High-def DVD decryption

The Blu-Ray and HD-DVD encryption schemes have both been broken by the same person. That means the content protection on certain discs is now useless and one particular software player is compromised. Now the issue is this: the entertainment industry will revoke the keys used by that software player that allowed the decryption. Users who continue to use that software will be unable to play new movies produced after the break, because the software simply won't be capable of decrypting the movie for playback. They'll have to upgrade.

Sounds like not too bad a solution? Well, replace the word "software" above with "hardware" and imagine that the break had been performed with a set-top box. Would you like to hear that your expensive set-top box is now nothing but a paperweight because some guy used its key to break DRM? Hell no. But that's exactly what will happen if someone uses a hardware player to break HD-DVD or Blu-Ray DRM.

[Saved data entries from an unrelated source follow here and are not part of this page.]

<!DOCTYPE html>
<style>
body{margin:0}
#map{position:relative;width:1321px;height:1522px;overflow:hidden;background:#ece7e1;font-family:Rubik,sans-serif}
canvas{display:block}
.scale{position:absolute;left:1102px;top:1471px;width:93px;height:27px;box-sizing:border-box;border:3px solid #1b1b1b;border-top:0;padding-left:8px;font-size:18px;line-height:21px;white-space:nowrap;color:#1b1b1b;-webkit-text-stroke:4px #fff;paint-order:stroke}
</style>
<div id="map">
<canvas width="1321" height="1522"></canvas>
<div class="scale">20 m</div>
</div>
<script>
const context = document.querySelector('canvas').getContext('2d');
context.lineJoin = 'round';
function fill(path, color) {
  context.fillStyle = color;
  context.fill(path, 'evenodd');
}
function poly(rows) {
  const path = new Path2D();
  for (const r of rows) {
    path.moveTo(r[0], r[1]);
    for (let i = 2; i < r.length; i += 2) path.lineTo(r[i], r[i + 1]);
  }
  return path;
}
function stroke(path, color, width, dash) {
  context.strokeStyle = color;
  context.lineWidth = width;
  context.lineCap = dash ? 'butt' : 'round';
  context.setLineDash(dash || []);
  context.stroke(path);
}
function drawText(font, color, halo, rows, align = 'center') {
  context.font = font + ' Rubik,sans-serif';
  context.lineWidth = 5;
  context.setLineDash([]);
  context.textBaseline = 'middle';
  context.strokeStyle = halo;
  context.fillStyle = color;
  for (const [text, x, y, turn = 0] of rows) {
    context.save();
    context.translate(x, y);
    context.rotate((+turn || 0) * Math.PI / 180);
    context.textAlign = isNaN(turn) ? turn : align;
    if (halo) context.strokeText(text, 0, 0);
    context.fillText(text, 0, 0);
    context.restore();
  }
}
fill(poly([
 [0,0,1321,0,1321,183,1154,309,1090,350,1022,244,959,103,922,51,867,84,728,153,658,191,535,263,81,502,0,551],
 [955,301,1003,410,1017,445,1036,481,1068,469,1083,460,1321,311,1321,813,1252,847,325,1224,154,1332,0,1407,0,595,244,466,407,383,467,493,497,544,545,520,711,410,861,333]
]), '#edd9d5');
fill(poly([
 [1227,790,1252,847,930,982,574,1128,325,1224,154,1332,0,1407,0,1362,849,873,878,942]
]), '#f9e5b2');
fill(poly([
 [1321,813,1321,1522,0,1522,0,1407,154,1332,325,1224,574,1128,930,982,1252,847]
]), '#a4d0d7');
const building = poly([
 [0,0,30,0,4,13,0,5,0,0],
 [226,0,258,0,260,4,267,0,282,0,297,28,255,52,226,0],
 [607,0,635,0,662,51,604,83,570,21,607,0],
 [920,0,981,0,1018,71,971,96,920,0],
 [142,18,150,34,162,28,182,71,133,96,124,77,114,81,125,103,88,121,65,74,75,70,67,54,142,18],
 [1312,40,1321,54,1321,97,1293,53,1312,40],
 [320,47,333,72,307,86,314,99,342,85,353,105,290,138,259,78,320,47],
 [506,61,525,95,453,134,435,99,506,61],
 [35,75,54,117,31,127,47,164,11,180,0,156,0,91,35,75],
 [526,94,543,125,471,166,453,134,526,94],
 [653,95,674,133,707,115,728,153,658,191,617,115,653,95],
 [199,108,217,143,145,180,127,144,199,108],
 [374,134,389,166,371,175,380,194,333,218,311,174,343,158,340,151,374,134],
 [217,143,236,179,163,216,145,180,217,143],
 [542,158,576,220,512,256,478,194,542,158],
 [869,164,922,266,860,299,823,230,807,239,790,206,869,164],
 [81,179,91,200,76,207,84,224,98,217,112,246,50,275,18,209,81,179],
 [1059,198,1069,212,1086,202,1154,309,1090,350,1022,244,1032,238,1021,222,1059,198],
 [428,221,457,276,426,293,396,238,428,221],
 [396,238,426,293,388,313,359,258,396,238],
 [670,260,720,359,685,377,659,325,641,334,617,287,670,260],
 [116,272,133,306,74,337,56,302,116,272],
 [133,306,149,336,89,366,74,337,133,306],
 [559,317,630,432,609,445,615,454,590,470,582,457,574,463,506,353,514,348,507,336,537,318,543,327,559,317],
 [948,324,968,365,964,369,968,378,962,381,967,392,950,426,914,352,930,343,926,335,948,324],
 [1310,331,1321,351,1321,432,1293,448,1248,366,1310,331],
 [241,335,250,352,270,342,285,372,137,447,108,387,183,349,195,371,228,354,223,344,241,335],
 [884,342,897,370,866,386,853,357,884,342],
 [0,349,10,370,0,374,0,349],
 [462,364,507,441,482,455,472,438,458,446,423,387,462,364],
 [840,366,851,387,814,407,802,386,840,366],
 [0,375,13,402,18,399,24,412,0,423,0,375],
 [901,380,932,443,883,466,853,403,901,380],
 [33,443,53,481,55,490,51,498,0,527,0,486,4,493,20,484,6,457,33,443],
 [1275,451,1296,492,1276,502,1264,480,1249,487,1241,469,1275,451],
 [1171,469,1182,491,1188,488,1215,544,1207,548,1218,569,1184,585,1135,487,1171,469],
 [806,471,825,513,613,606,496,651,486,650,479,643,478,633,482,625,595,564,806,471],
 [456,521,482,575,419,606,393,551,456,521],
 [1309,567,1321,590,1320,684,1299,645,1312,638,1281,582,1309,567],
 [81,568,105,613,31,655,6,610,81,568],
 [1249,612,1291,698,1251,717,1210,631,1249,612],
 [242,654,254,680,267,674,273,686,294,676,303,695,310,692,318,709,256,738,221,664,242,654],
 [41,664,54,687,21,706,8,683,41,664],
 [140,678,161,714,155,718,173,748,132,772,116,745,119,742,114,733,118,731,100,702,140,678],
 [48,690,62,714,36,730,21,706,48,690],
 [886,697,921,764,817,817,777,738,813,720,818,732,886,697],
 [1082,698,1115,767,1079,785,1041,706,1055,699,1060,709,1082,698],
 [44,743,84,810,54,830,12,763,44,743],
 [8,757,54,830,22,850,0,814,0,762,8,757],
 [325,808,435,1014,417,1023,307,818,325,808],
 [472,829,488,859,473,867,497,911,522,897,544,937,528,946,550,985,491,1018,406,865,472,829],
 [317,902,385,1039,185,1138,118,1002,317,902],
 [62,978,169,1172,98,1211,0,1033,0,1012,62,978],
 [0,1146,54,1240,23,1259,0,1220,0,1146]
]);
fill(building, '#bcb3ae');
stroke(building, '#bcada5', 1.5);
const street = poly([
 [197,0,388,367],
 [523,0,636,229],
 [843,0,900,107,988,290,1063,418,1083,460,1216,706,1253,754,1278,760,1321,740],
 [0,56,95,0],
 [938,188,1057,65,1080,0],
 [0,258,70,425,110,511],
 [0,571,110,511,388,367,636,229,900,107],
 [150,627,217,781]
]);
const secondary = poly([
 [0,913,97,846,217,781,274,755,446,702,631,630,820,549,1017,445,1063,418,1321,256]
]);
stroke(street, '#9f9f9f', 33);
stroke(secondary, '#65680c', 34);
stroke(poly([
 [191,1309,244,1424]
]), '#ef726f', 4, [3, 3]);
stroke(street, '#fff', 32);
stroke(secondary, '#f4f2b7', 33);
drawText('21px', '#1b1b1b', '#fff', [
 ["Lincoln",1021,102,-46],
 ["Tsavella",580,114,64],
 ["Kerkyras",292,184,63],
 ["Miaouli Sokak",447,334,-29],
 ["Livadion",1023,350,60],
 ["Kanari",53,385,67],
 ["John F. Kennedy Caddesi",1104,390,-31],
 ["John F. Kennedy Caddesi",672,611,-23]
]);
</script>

As grim and frustrating as those consequences would be, I'd like to see it happen. Once consumers start losing a few thousand dollars each because of big media paranoia, there's going to be an angry response. That response should get media publishers to rethink their strategies, especially since it's not the angry consumers who caused the problem.

Mokalus of Borg

PS - And that might be the catalyst to end content "protection" forever.
PPS - You know its only effect is to hurt legitimate customers, right?